7.1.2 - What is the file server?

In a traditional Plan 9 network there is one disk file server, typically the only machine with a physical hard disk, that serves files to all other machines on the network. In most cases, other machines are either diskless or only use their disks for local caching. Ken Thompson’s original Plan 9 file server ran a unique, special-purpose kernel that only served files, and whose configuration could only be changed at the console. In 9front, the file server runs a normal kernel and typically also runs as a cpu server (for remote access).

9front supports two different disk file systems for use on the file server: cwfs and hjfs. cwfs is a userspace port of Ken Thompson’s original Plan 9 file server. hjfs is a new, experimental file server that stores both the cache and worm on a single partition (and thus requires less disk space to be used effectively). Both are reasonably robust.

Read: The Plan 9 File Server (deprecated, but partially applies to cwfs), cwfs(4), hjfs(4)

Note: Since most Plan 9 systems have no disk, security of the file server is largely protected from breaches of security in its clients. The fewer the programs that run on the file server, the more isolated it can be from security holes in programs.

Note: Users seeking access to the file server must be added as a user on the file system itself, and, if auth is enabled, added to the auth server’s user database.

Note: Some users choose to run remote cpu or auth servers as stand-alone systmes, each with their own local disk file systems. The distinction between all these types of systems is fuzzy and can become even fuzzier as services are enabled and disabled in different combinations.

7.1.3 - What is the auth server?

The auth server manages authentication for an entire Plan 9 network. It boots a normal kernel but is usually run on a separate, diskless machine that performs no other functions, in order to reduce the danger of a security breach compromising its kernel processes. That said, the auth server is usually also configured as a cpu server, for remote access.

Note: The cron(8) service should be run only on the auth server, where it can authenticate itself to access any of the other machines on the network.

Read: Security in Plan 9, auth(8)

7.1.4 - What is the cpu server?

The cpu server is used for remote computation. A cpu server’s kernel runs processes in isolation, on only that machine. The boot process of a cpu server (defined as such by setting service=cpu in the machine’s plan9.ini or equivalent) may be examined by reading the /rc/bin/cpurc script, which is executed at boot time. Running as a cpu server causes the kernel to adjust certain resource values that ultimately determine the behavior of the machine. For example, the cpurc script starts certain programs only if the machine is recognized as a cpu server.

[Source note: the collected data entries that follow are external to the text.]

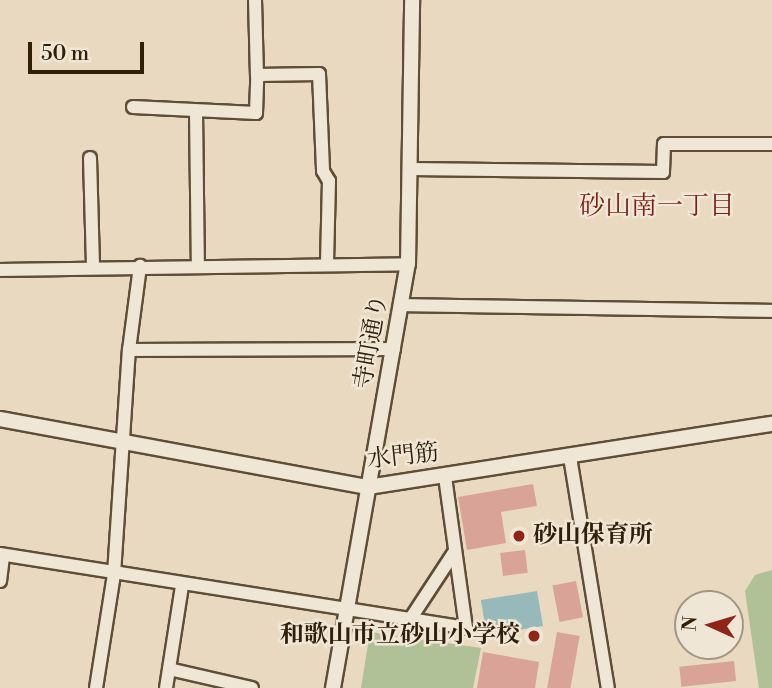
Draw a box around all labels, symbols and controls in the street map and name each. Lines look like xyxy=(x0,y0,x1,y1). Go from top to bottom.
scale bar xyxy=(32,28,147,72)
text: 50 m xyxy=(41,41,89,67)
district label: 砂山南一丁目 xyxy=(579,191,735,223)
street label: 寺町通り xyxy=(349,292,395,392)
street label: 水門筋 xyxy=(366,439,440,475)
place label: 砂山保育所 xyxy=(533,522,653,550)
marker: 砂山保育所 xyxy=(511,528,527,544)
north arrow xyxy=(674,590,744,660)
text: N xyxy=(678,615,703,632)
place label: 和歌山市立砂山小学校 xyxy=(280,622,520,650)
marker: 和歌山市立砂山小学校 xyxy=(526,628,542,644)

Common use cases for a separate cpu server are: To execute programs compiled for a different architecture than that of the terminal; To execute programs closer to the data they are operating upon (for example, if the terminal is running over a slow link but the cpu server is on the same ethernet segment as the file server); To execute processes in physical isolation from other processes. In the early days of Plan 9, a cpu server was often significantly more powerful than the (often, special-purpose) hardware used for diskless terminals. Today, terminals are typically powerful computers in their own right, and the need for a separate machine running only as a cpu server is less common. That said, it can be useful to execute unstable or unpredictable programs on a separate machine so that frequently crashing and/or rebooting does not affect one’s immediate workspace environment—especially when testing new code. In the case of remote (mail, web, etc.) servers, it is also likely that cpu access would be desired.

In practice, the disk file server, the auth server, and even some terminals will often run their own cpu listeners, to enable remote access to the processes controlled by their kernels.

Note: Users seeking access to a cpu server must first be added on the file system of the cpu server’s corresponding file server (for permission to access and modify files) as well as the user database of its designated auth server (for login authentication).

Read: The Organization of Networks in Plan 9, cpu(1), exportfs(4)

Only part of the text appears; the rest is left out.